Material provided:
*** Block opens ***

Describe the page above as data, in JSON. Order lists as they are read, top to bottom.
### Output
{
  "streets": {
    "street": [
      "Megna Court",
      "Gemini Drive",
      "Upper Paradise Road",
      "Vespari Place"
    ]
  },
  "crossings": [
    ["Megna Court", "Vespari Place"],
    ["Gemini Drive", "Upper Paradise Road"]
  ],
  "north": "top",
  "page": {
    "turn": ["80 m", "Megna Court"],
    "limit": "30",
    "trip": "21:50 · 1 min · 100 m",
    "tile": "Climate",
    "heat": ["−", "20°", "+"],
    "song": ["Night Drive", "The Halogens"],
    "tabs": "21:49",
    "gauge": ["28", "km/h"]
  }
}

*** Block closes ***

Your answer should consist of every entry, repeated exactly.

Solution:
Describe the page above as data, in JSON. Order lists as they are read, top to bottom.
### Output
{
  "streets": {
    "street": [
      "Megna Court",
      "Gemini Drive",
      "Upper Paradise Road",
      "Vespari Place"
    ]
  },
  "crossings": [
    ["Megna Court", "Vespari Place"],
    ["Gemini Drive", "Upper Paradise Road"]
  ],
  "north": "top",
  "page": {
    "turn": ["80 m", "Megna Court"],
    "limit": "30",
    "trip": "21:50 · 1 min · 100 m",
    "tile": "Climate",
    "heat": ["−", "20°", "+"],
    "song": ["Night Drive", "The Halogens"],
    "tabs": "21:49",
    "gauge": ["28", "km/h"]
  }
}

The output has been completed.